Problem statement: Reproduce nothing but the lines from the start of the material through the line that includes "function fill(path, color)", both ends included, and omit every picture.

Provided records:
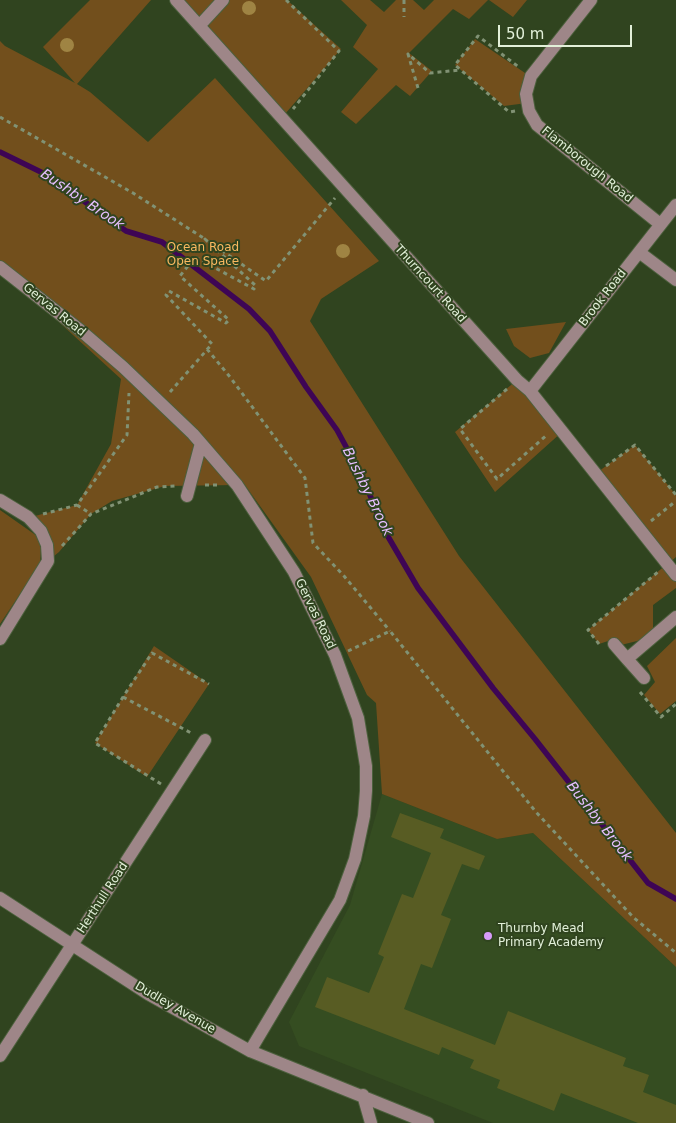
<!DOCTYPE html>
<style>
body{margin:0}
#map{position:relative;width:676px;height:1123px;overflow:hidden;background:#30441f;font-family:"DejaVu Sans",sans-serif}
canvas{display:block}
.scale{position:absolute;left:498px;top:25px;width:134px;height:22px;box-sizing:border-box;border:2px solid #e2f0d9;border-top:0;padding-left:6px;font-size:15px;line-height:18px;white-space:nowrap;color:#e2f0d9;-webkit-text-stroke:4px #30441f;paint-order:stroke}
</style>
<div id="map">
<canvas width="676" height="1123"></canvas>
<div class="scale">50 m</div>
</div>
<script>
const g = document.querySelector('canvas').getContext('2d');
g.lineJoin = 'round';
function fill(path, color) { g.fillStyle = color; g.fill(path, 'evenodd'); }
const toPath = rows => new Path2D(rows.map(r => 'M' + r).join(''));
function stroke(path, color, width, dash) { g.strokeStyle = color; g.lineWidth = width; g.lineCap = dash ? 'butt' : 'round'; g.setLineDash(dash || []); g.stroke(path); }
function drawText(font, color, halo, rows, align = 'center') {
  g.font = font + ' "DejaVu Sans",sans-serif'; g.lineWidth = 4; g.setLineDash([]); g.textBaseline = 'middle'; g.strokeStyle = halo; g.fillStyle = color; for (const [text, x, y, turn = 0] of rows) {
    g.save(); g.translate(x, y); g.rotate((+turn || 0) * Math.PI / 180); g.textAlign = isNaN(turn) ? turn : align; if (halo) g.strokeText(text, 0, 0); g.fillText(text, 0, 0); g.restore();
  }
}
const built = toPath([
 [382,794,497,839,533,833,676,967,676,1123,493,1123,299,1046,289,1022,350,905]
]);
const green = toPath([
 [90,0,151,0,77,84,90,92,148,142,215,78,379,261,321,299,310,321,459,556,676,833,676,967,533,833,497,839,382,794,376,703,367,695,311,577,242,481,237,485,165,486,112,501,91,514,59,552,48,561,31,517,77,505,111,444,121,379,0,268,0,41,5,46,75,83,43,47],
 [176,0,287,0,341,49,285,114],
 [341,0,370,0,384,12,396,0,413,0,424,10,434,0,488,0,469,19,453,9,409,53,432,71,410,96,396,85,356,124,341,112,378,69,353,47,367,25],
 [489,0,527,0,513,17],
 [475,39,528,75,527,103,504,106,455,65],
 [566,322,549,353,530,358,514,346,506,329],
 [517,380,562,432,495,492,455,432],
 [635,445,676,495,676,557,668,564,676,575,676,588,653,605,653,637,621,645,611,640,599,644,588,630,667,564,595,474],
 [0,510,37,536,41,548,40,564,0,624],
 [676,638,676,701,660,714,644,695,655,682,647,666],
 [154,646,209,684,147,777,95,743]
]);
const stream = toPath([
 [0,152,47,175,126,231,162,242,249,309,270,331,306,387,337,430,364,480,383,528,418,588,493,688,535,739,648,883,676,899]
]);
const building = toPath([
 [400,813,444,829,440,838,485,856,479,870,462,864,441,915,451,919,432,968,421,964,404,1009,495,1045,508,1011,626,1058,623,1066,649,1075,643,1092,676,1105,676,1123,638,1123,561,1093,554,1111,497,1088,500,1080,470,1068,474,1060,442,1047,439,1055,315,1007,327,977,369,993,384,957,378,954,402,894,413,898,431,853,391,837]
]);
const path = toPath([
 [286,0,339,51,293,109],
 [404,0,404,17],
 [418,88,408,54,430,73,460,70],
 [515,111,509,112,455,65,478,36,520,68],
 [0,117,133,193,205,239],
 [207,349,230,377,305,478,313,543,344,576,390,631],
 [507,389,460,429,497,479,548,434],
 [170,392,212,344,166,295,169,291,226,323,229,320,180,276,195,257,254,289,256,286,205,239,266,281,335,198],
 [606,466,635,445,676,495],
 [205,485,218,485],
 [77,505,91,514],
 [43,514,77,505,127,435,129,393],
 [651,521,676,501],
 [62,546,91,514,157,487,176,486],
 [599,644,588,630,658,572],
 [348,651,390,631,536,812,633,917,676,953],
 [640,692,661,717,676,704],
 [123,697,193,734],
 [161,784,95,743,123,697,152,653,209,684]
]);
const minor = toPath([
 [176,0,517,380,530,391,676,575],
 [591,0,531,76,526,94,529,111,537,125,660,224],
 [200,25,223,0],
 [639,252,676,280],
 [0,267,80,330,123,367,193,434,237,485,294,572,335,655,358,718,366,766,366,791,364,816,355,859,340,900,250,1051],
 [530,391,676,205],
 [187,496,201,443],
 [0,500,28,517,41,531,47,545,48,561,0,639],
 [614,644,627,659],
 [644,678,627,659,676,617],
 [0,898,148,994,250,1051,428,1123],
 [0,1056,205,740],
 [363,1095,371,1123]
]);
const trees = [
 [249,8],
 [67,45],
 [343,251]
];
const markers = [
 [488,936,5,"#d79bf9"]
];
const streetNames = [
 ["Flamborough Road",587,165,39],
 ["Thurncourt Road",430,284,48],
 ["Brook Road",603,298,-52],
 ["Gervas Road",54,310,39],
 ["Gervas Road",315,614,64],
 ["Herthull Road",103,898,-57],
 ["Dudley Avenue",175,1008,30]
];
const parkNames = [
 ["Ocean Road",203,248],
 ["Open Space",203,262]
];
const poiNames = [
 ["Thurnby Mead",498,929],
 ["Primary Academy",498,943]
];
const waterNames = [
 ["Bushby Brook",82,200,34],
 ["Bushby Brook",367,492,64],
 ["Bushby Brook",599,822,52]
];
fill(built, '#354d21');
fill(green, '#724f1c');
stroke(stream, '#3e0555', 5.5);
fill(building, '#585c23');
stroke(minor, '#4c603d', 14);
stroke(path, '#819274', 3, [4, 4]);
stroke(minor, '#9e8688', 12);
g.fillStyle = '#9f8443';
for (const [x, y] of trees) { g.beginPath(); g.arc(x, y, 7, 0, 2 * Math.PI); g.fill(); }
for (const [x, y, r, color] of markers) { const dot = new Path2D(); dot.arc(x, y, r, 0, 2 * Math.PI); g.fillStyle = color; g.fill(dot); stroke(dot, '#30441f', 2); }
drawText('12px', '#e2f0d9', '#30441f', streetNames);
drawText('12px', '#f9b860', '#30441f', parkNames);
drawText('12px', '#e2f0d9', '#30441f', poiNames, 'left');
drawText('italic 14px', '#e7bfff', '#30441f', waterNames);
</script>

Reply:
<!DOCTYPE html>
<style>
body{margin:0}
#map{position:relative;width:676px;height:1123px;overflow:hidden;background:#30441f;font-family:"DejaVu Sans",sans-serif}
canvas{display:block}
.scale{position:absolute;left:498px;top:25px;width:134px;height:22px;box-sizing:border-box;border:2px solid #e2f0d9;border-top:0;padding-left:6px;font-size:15px;line-height:18px;white-space:nowrap;color:#e2f0d9;-webkit-text-stroke:4px #30441f;paint-order:stroke}
</style>
<div id="map">
<canvas width="676" height="1123"></canvas>
<div class="scale">50 m</div>
</div>
<script>
const g = document.querySelector('canvas').getContext('2d');
g.lineJoin = 'round';
function fill(path, color) { g.fillStyle = color; g.fill(path, 'evenodd'); }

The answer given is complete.